Кого-то, конечно, могло покоробить, что Слейтер на своем ломаном, невнятном английском закатил такую жалостливую сцену, прервав слушание в тот самый момент, когда судья уже готов был огласить смертный приговор. Ведь те, кто ведет беспутную жизнь, по мнению этих людей, не могут испытывать настоящего ужаса или впадать в отчаяние. А у Слейтера нервы не выдержали, и он вновь и вновь бубнил одни и те же слова:
«Я ничего об этом не знаю, совершенно ничего не знаю! Я никогда и имени этого не слышал! Я ничего об этом не знаю! Я не понимаю, как я оказался сюда замешан, в это дело! Я сам, сам по себе, по своим делам приехал из Америки!» И в конце концов: «Мне нечего больше сказать».
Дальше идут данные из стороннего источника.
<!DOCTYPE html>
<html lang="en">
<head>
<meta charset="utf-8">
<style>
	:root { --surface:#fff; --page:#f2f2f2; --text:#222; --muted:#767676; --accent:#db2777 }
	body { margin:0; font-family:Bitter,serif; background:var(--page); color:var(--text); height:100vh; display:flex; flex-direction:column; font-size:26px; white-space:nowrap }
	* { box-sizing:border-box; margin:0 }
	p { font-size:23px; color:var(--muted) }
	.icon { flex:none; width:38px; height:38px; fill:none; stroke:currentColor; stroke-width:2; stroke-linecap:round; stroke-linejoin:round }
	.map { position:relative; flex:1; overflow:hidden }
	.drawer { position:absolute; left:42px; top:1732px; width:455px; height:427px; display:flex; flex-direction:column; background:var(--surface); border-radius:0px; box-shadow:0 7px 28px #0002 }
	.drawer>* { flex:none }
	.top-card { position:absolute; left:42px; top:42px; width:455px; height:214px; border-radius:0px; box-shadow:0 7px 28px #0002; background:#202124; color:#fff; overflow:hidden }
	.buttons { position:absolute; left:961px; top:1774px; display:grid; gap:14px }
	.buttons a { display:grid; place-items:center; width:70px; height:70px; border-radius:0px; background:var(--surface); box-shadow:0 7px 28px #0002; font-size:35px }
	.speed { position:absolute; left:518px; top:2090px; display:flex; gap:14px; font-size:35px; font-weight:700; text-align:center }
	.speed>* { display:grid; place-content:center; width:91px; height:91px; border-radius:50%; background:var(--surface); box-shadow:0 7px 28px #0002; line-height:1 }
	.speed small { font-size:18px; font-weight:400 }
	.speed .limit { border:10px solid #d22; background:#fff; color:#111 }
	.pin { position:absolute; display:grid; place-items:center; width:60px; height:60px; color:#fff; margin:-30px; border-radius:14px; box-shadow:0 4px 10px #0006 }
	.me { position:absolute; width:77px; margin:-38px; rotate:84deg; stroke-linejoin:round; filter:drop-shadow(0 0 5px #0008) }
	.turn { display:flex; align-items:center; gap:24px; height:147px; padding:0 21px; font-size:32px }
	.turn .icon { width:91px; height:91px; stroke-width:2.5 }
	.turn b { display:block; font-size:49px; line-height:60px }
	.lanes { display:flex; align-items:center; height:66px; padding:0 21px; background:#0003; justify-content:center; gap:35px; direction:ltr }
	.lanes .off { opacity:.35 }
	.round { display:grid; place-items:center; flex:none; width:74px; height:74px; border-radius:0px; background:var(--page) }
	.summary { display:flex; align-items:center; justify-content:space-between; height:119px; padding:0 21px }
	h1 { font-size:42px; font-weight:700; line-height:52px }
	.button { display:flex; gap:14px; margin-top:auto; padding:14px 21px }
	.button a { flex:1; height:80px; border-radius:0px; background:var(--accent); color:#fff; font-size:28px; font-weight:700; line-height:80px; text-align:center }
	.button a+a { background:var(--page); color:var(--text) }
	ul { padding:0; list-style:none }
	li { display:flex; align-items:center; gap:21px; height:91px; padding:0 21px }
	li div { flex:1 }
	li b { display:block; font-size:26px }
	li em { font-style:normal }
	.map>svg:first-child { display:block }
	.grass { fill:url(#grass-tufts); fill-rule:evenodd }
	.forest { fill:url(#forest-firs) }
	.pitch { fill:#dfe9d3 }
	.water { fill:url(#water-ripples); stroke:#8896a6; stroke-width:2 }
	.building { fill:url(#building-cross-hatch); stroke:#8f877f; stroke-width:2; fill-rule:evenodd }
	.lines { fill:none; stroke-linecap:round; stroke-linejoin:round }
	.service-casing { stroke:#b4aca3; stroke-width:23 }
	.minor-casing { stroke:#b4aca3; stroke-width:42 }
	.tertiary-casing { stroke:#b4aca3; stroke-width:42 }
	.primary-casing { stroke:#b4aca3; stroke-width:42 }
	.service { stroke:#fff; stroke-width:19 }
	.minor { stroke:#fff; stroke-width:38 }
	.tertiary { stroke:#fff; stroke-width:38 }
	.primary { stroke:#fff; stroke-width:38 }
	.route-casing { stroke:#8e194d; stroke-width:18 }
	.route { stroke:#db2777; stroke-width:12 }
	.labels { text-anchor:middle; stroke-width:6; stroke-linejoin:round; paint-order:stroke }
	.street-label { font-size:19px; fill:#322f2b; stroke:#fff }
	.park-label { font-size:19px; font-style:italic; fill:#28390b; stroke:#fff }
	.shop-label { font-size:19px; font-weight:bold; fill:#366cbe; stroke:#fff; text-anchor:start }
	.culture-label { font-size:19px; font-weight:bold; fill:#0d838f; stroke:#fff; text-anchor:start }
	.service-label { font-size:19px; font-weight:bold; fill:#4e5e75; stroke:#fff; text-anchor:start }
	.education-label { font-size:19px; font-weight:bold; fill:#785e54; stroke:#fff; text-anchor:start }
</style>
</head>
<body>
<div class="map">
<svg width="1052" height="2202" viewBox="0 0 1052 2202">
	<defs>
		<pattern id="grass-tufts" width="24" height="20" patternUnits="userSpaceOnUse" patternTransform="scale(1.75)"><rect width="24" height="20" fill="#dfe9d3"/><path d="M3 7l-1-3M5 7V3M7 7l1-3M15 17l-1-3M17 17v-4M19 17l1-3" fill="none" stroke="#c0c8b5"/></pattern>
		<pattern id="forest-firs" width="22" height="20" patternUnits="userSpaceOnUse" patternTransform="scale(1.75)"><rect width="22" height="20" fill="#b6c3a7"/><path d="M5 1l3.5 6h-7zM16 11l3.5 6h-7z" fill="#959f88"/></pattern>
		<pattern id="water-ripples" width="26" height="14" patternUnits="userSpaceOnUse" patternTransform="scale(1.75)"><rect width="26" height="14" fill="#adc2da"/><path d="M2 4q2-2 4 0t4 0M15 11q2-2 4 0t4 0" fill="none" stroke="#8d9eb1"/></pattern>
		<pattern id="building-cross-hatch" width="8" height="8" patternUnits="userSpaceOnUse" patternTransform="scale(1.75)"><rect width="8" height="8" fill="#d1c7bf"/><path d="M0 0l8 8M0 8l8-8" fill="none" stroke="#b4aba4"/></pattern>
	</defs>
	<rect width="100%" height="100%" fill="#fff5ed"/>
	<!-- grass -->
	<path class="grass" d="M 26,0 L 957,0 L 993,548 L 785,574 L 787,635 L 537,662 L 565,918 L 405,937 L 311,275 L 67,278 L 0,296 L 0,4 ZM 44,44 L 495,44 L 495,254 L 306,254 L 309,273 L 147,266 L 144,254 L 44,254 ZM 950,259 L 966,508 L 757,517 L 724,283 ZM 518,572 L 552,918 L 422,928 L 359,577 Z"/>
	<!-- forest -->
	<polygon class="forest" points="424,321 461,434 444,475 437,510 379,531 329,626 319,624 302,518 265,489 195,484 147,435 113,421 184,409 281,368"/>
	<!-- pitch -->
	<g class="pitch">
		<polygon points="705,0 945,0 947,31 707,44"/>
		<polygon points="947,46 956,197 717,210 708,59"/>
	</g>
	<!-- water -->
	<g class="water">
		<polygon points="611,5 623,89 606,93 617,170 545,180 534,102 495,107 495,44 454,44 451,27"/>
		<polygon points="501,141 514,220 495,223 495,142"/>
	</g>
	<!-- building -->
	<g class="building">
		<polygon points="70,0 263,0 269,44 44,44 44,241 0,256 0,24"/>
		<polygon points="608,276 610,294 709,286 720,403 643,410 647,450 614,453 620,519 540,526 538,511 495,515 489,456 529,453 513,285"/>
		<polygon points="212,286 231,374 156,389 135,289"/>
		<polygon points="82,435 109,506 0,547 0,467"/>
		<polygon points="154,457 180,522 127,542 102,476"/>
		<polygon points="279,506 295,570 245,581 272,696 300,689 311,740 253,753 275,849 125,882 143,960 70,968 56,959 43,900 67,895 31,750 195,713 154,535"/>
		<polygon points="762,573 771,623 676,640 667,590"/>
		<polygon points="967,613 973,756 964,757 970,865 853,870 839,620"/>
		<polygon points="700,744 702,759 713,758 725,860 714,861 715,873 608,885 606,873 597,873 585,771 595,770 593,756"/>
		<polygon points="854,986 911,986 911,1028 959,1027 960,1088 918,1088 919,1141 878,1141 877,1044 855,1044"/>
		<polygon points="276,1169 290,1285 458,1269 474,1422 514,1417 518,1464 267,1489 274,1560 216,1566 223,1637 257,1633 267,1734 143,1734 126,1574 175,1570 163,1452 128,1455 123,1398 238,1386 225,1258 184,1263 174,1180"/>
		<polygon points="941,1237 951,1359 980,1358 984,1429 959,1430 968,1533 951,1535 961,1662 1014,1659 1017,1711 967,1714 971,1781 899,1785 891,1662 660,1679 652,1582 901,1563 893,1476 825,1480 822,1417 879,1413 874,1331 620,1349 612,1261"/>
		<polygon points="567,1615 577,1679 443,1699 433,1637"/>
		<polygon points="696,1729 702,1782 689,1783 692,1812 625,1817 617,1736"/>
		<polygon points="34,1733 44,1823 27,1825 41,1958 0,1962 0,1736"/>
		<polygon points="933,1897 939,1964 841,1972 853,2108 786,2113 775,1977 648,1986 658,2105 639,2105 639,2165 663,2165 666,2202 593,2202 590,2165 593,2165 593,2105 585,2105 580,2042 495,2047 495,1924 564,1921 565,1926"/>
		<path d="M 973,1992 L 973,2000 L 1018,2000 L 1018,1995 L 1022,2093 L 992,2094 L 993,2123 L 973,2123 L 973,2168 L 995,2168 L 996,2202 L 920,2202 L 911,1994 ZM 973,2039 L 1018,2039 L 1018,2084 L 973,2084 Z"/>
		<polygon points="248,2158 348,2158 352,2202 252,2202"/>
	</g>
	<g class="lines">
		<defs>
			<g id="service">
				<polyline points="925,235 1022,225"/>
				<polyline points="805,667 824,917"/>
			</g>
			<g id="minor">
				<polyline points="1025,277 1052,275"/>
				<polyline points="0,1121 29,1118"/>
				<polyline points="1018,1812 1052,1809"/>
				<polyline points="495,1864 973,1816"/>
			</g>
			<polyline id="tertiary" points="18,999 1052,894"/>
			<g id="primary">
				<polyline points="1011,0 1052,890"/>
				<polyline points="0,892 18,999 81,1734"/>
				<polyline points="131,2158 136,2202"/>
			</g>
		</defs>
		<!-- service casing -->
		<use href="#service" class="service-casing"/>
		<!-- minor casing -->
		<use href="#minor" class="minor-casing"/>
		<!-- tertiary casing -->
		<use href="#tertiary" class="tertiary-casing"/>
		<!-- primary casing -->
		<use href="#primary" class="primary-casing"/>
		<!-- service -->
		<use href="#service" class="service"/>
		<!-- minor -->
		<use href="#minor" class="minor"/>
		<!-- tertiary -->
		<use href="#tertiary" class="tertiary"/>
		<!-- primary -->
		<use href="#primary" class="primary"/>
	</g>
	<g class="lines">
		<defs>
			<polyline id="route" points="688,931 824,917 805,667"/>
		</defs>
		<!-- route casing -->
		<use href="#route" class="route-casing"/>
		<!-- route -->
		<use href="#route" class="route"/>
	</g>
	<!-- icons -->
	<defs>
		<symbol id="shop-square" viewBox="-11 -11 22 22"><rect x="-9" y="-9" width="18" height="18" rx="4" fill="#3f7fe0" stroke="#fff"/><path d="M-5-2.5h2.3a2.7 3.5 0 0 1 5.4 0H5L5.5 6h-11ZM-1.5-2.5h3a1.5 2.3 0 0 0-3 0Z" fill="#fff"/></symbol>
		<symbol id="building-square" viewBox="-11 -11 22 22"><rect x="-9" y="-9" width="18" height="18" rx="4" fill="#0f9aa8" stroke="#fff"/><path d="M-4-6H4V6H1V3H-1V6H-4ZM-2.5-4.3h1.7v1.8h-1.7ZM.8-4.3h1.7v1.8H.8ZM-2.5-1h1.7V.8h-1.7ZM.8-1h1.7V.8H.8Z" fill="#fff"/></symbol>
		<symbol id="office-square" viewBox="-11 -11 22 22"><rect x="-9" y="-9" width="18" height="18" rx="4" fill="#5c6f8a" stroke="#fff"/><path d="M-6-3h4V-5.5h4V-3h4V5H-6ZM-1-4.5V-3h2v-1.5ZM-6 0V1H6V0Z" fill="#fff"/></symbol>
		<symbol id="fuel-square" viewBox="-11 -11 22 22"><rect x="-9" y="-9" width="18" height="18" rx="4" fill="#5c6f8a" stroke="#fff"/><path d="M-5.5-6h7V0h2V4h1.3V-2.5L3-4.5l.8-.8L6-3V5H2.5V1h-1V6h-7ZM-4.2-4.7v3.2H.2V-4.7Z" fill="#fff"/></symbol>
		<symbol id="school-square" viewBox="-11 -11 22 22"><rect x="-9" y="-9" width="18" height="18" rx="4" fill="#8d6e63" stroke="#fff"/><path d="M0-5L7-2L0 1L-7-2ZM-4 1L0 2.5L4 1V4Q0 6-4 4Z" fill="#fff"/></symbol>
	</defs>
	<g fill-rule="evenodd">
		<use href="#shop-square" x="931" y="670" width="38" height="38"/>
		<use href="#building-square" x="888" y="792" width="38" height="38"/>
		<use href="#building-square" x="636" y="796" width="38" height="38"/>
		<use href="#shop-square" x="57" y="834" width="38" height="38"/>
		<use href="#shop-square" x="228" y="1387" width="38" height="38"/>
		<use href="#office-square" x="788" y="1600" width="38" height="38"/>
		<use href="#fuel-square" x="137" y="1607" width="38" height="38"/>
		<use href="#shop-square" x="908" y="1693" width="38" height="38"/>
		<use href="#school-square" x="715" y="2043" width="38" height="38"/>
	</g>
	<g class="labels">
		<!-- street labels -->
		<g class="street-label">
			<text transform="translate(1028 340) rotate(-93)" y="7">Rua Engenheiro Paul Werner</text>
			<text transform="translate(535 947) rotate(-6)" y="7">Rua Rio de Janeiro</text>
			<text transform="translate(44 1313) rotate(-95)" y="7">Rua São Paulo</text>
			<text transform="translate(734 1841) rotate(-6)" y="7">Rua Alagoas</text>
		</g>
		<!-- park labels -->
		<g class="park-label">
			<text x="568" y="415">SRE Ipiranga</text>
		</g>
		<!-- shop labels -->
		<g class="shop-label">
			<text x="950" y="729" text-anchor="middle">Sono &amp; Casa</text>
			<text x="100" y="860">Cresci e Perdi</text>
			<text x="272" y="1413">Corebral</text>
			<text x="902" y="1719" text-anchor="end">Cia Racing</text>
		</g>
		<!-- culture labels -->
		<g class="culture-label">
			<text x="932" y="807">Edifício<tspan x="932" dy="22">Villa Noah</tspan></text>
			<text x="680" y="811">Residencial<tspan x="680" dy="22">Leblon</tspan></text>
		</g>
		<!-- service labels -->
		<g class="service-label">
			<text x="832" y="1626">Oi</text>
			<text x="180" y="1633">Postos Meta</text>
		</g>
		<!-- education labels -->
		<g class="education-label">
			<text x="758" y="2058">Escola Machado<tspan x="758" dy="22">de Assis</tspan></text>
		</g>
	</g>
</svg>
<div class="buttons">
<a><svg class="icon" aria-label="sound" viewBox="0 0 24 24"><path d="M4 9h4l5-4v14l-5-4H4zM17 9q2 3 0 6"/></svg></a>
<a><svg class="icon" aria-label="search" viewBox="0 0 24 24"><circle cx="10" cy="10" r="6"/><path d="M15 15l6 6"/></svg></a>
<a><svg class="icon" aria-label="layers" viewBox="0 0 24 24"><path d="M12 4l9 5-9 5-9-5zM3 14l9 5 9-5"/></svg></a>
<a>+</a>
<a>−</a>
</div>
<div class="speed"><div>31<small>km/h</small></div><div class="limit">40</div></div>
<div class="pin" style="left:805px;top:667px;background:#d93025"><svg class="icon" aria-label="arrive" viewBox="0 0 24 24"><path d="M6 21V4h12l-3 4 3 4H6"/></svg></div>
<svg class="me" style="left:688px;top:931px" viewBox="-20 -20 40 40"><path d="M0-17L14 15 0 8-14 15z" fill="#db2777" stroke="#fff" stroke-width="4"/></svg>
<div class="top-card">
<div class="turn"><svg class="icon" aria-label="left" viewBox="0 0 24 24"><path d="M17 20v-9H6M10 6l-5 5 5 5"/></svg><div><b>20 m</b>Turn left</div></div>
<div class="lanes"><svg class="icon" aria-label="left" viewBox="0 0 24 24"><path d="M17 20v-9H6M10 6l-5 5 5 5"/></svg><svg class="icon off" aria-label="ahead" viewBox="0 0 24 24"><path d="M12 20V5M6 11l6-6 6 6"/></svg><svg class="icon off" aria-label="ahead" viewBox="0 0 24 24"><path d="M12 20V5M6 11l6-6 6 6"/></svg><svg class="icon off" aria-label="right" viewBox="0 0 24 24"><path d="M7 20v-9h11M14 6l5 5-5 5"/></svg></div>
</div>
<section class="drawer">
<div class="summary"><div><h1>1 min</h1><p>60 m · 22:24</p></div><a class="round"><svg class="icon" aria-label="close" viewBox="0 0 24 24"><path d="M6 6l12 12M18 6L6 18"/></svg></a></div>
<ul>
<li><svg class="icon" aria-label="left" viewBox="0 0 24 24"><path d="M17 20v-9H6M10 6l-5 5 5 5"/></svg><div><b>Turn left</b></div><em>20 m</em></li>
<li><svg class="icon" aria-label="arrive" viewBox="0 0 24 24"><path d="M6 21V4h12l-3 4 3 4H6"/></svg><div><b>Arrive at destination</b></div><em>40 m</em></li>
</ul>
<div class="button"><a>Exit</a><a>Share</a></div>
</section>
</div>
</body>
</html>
Его должны были повесить в Глазго 27 мая. Но шотландская совесть, насытившись и несколько поостыв после такого триумфа морали, высказалась в лице 20 тысяч просителей за отмену приговора. Слейтеру оставался всего один день жизни на этом свете, когда он узнал, что лорд Пентленд, министр по делам Шотландии, заменил смертный приговор пожизненным заключением. Узник канул в Петерхед – чахнуть бы ему здесь вовеки.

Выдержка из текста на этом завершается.